* About this task *
Although the data below holds other lines too, output only those from the line with "Build a gazetteer" up to and including the line with "Quick job: Read", exactly as they appear.

* Input *
★ ★ ★

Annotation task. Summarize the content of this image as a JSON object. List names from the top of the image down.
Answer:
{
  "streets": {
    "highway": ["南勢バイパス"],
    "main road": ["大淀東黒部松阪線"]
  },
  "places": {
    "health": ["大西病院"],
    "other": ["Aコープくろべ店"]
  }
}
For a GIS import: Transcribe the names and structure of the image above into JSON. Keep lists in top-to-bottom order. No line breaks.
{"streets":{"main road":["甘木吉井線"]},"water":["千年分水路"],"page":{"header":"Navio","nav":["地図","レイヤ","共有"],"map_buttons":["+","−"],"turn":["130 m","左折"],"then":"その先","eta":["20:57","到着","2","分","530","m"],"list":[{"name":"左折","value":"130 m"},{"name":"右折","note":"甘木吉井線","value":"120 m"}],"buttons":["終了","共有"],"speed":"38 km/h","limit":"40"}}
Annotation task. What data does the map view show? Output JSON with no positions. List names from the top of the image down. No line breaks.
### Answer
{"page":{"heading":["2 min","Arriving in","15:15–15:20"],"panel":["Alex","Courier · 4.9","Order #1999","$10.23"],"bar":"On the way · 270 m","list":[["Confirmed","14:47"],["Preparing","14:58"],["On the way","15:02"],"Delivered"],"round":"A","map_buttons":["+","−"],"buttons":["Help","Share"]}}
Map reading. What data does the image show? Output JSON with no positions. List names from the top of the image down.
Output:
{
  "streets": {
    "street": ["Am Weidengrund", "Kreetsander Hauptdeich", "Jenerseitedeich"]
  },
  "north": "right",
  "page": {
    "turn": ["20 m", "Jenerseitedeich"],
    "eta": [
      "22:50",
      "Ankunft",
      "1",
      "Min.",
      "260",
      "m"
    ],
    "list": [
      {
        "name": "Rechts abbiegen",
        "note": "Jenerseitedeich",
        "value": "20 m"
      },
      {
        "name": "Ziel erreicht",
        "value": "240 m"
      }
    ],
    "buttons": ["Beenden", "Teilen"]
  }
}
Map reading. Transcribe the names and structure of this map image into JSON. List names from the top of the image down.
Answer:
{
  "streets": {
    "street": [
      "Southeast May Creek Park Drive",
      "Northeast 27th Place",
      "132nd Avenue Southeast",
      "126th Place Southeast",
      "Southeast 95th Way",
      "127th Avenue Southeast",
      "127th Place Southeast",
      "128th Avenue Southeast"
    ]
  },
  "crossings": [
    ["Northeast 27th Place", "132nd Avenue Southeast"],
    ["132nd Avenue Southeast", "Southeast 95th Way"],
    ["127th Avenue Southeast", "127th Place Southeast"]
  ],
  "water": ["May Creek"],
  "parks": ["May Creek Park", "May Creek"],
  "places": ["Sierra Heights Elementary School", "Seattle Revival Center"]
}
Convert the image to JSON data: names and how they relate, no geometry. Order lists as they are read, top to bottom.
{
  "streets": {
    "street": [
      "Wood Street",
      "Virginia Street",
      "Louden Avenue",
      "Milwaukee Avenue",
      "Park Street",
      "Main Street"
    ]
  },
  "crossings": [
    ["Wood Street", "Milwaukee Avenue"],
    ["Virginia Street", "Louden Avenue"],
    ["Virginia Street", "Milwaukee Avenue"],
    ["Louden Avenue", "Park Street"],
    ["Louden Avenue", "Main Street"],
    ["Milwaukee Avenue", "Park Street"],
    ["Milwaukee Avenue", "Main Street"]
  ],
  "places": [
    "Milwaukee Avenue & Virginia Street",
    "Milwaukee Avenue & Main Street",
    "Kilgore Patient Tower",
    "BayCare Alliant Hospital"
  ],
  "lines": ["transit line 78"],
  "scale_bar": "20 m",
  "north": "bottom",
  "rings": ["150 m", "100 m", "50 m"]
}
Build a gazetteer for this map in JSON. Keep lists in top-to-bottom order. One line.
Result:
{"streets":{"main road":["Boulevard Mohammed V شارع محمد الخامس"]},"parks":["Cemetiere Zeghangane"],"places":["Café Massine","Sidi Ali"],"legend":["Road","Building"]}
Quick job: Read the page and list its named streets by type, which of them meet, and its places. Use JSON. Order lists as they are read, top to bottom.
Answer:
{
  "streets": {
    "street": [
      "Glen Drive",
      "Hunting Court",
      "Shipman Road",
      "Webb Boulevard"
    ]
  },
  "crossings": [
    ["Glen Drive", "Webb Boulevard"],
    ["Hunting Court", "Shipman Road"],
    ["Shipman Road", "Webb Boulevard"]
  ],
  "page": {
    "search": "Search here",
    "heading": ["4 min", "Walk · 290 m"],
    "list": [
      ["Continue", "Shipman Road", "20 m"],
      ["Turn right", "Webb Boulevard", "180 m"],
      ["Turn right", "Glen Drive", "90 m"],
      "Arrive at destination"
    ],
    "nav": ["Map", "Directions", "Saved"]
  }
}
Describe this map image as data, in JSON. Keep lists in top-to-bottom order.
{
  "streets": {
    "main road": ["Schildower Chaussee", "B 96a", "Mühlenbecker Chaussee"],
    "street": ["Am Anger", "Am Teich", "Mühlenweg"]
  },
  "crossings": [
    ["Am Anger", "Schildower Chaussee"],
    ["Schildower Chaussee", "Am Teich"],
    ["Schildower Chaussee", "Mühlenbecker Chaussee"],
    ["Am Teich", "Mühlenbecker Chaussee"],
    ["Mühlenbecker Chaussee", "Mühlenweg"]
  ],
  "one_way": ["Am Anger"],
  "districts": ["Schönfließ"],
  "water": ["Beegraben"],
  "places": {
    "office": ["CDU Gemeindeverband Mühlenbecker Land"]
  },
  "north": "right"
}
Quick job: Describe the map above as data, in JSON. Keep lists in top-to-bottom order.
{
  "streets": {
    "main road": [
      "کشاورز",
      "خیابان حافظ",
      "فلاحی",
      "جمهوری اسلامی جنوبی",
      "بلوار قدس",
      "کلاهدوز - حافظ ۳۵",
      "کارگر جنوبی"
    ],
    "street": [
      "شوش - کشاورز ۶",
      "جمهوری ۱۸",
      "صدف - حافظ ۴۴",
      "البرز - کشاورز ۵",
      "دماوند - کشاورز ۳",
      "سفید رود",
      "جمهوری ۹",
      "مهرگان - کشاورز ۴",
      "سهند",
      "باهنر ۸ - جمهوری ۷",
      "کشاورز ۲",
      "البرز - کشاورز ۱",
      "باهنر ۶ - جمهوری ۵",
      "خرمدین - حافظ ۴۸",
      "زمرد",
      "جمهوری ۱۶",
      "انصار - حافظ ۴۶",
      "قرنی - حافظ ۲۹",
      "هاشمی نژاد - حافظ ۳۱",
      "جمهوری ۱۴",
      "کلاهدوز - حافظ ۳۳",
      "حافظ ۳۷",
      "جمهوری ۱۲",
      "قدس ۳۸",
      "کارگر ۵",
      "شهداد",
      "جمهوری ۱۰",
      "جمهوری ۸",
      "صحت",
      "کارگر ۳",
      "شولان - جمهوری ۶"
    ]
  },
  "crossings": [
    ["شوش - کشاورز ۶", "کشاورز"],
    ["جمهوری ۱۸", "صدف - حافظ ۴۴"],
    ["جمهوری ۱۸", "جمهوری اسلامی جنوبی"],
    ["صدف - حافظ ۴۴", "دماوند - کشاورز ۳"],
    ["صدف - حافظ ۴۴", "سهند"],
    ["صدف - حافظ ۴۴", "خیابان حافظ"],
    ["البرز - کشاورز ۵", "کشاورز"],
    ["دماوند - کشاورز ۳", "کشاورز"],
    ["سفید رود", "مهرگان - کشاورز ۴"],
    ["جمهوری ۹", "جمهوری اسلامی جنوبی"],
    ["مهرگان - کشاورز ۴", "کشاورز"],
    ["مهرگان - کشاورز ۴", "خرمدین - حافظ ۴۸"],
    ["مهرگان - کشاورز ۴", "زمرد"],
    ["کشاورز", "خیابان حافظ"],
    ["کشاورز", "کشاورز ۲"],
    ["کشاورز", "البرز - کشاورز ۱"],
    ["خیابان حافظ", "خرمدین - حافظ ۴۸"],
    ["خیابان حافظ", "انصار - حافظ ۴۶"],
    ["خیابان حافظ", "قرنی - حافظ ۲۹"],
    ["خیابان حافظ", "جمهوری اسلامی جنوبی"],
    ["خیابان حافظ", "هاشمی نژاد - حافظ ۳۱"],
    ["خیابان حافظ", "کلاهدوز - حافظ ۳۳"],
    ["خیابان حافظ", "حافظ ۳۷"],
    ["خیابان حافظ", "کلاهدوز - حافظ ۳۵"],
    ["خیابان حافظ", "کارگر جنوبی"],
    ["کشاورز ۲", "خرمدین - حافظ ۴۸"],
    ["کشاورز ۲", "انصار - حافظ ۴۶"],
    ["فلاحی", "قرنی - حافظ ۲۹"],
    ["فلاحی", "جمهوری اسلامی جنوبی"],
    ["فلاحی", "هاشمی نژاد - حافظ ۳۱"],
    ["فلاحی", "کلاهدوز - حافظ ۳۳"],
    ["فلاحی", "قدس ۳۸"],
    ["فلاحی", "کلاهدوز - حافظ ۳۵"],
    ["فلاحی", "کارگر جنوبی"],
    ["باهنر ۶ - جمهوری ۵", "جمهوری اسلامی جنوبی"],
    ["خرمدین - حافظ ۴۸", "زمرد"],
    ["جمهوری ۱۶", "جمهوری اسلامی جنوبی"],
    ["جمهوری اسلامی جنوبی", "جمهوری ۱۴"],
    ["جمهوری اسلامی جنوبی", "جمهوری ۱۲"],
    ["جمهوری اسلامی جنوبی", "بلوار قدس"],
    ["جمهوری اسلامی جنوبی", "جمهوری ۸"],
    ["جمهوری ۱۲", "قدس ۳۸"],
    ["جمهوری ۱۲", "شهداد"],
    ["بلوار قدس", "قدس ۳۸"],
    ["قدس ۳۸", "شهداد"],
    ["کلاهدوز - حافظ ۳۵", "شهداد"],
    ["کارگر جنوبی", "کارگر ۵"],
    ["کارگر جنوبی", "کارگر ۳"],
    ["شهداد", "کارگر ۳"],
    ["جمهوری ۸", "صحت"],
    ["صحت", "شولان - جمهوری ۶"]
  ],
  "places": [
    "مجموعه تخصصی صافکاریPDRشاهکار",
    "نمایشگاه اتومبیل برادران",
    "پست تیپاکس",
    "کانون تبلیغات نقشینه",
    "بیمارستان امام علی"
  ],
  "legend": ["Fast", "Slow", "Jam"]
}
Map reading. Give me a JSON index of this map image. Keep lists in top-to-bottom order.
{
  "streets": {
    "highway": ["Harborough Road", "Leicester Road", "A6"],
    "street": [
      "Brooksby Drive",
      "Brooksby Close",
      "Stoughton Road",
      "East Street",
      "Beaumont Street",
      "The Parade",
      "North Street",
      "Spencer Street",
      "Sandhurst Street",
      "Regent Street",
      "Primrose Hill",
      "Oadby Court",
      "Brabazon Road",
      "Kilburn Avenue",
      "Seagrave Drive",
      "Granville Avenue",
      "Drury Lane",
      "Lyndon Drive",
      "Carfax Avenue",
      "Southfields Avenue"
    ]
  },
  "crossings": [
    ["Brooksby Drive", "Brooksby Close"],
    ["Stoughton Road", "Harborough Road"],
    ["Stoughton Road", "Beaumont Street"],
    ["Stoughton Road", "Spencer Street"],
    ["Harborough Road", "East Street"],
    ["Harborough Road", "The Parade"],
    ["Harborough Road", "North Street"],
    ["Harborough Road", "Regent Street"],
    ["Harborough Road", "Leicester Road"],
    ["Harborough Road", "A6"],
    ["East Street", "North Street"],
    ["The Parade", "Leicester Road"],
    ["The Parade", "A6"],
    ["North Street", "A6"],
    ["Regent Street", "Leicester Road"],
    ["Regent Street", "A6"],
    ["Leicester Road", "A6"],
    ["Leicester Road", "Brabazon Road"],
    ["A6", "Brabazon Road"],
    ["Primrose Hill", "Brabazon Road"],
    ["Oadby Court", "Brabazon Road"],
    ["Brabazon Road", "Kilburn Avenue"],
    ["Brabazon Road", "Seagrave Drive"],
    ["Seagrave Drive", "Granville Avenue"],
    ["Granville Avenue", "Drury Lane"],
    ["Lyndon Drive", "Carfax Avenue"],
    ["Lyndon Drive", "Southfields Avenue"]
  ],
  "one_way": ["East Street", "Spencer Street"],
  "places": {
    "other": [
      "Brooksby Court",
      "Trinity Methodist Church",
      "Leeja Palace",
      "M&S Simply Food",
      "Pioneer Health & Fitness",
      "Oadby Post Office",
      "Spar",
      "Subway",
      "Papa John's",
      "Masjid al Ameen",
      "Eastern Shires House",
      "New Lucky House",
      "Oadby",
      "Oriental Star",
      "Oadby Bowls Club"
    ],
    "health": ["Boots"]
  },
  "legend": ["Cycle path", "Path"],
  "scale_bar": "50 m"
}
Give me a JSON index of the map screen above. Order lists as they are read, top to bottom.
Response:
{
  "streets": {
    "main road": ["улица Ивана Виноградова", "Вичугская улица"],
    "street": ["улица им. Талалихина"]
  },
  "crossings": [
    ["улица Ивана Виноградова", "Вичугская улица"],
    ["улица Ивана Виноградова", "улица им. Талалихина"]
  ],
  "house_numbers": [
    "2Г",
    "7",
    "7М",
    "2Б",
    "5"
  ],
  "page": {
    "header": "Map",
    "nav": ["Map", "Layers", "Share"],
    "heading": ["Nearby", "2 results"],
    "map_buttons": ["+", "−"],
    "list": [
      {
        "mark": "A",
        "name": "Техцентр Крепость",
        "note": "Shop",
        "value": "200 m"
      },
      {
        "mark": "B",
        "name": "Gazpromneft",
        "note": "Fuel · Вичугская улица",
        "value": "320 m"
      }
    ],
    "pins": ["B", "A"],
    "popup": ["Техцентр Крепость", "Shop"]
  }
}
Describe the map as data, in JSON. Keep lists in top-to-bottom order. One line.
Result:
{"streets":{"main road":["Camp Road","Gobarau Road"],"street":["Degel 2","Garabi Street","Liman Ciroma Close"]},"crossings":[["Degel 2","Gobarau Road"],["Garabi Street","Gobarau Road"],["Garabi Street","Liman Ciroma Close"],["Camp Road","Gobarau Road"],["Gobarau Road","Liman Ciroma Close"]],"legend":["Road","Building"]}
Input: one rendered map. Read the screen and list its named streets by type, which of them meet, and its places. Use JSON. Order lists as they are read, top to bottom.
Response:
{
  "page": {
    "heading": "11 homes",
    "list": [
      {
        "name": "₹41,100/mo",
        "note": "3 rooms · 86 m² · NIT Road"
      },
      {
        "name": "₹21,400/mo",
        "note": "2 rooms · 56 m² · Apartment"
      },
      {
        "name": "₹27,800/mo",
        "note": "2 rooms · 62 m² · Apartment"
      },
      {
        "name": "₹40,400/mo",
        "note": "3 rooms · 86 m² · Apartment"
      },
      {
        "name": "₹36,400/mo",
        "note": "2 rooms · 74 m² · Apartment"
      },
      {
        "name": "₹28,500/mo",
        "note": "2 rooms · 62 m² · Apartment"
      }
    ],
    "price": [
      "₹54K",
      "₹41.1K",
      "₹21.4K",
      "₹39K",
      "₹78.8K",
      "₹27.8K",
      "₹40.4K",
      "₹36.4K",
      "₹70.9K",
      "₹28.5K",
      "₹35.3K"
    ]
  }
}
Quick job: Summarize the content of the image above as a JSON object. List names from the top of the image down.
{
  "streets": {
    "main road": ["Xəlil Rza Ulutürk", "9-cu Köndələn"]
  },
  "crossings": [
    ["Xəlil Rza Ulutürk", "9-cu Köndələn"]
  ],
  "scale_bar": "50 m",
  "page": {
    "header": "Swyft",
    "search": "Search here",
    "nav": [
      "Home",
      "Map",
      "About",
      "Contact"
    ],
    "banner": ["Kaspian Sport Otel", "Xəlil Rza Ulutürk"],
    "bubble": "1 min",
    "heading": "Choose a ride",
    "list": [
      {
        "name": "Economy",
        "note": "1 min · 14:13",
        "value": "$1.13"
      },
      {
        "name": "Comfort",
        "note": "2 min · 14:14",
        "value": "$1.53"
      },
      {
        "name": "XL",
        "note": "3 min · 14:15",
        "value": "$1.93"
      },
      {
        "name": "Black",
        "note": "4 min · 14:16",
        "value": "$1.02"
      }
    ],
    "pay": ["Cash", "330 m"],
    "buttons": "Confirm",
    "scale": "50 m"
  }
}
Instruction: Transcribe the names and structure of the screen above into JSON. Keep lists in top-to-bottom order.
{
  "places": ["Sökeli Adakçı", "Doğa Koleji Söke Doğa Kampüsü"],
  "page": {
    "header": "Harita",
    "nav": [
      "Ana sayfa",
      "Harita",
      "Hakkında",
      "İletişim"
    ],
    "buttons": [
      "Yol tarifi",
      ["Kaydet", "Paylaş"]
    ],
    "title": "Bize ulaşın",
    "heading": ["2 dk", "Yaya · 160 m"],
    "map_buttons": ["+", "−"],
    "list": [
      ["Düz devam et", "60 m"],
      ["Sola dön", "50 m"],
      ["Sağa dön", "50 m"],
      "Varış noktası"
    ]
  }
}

★ ★ ★

* Exercise solution *
Build a gazetteer for this map in JSON. Keep lists in top-to-bottom order. One line.
Result:
{"streets":{"main road":["Boulevard Mohammed V شارع محمد الخامس"]},"parks":["Cemetiere Zeghangane"],"places":["Café Massine","Sidi Ali"],"legend":["Road","Building"]}
Quick job: Read the page and list its named streets by type, which of them meet, and its places. Use JSON. Order lists as they are read, top to bottom.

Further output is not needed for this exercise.